Rotary drilling In rotary drilling, a bit used to cut the formation is attached to steel pipe called drill pipe. The bit is lowered to the bottom of the hole. The pipe is rotated form the surface by means of a rotary table, through which is inserted a square or hexagonal piece called a Kelly. The Kelly, connected to the drill pipe at the surface, passed through the rotary table. The turning action of the rotary table is applied to the Kelly, which is turn rotate, the drill pipe and the drilling bit. Routine drilling consists of continuously drilling increments the length of one joint of pipe, making connections or adding to the drill string another single joint of pipe, generally 30 or 45ft long. This drilling continues until the drill bit must be changed. Changing the bit is also called making a trip. Three principal types of bits are used in a rotary drilling operation: (1) drag of fishtail bits, (2) rolling- cutter bits more commonly called rock bits and (3) diamond bits. Most drilling bits are rock bits. A drilling rig consists of many components. These components are (1) mast, (2) the draw works, (3) engines, (4) the mud system, and (5) drill string. The mast or derrick is the structure placed over the well to help remove the pipe from and lower equipment into the
hole. The draw works is the hoisting equipment. The engines drive the mud pumps and draw works and provide power electricity. The mud system is comprised of the mud pumps, the mud tanks, the mudflow lines, and the circulating hose. The drilling is the entire rotating assembly and consists of the Kelly, drill pipe, drill collars, and drill bit. At the bottom of the hole, the cuttings, or pieces of formation cut loose by the drilling bit are removed from the hole continuously through the circulation of drilling mud or fluid.

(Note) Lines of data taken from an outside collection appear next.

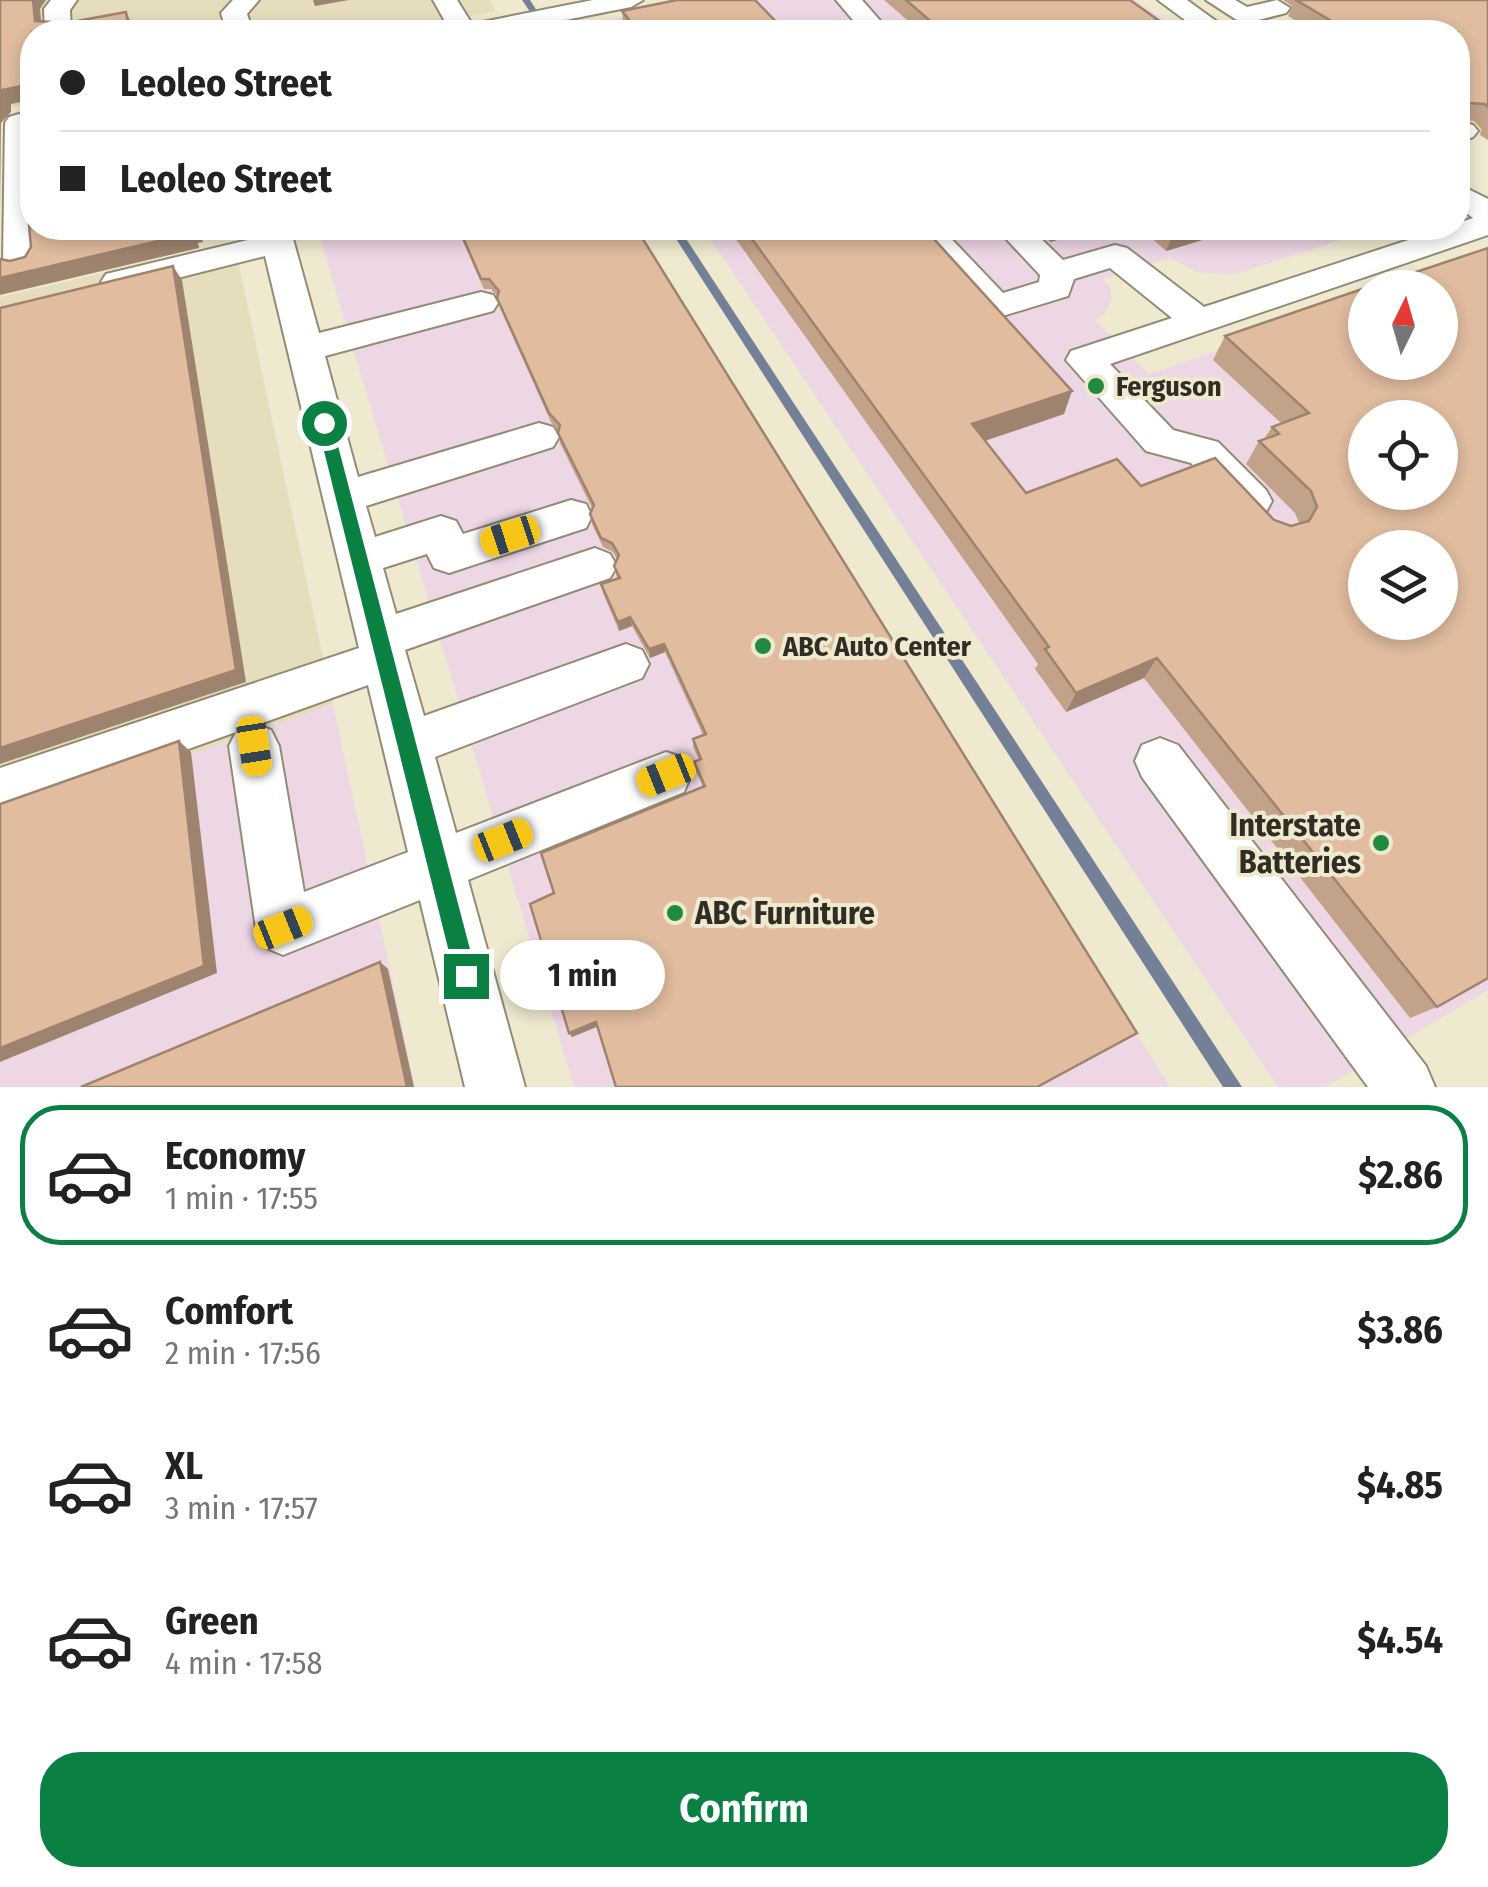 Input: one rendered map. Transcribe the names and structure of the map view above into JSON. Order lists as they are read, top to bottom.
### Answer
{
  "places": [
    "Ferguson",
    "ABC Auto Center",
    "Interstate Batteries",
    "ABC Furniture"
  ],
  "north": "top",
  "page": {
    "banner": ["Leoleo Street", "Leoleo Street"],
    "bubble": "1 min",
    "list": [
      {
        "name": "Economy",
        "note": "1 min · 17:55",
        "value": "$2.86"
      },
      {
        "name": "Comfort",
        "note": "2 min · 17:56",
        "value": "$3.86"
      },
      {
        "name": "XL",
        "note": "3 min · 17:57",
        "value": "$4.85"
      },
      {
        "name": "Green",
        "note": "4 min · 17:58",
        "value": "$4.54"
      }
    ],
    "buttons": "Confirm"
  }
} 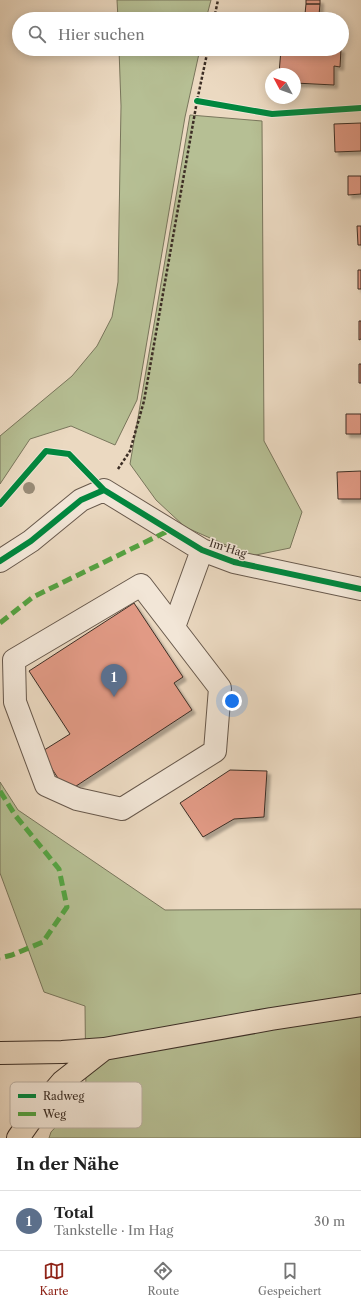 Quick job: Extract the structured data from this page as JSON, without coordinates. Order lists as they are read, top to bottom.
{
  "streets": {
    "street": ["Im Hag"]
  },
  "legend": ["Radweg", "Weg"],
  "north": "top left",
  "page": {
    "search": "Hier suchen",
    "pins": "1",
    "heading": "In der Nähe",
    "list": [
      {
        "mark": "1",
        "name": "Total",
        "note": "Tankstelle · Im Hag",
        "value": "30 m"
      }
    ],
    "nav": ["Karte", "Route", "Gespeichert"]
  }
}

5. Describe the different typed of casings. (a) Conductor pipe Conductor pipe is the conduit that also raises drilling fluid high enough above ground level to return the fluid to the mud pit. And it prevents washing out around the rig’s base. Conductor pipe is set after the well location has been graded and prepared for the rig. Then the pipe is lowered into the hole and concrete is poured around it to fill the surrounding space. In swamps and offshore locations, the pipe is driven in with a pile driver. Offshore, the diameter of the pipe can range from 30-42 in, while onshore diameters are usually smaller 16-20 in.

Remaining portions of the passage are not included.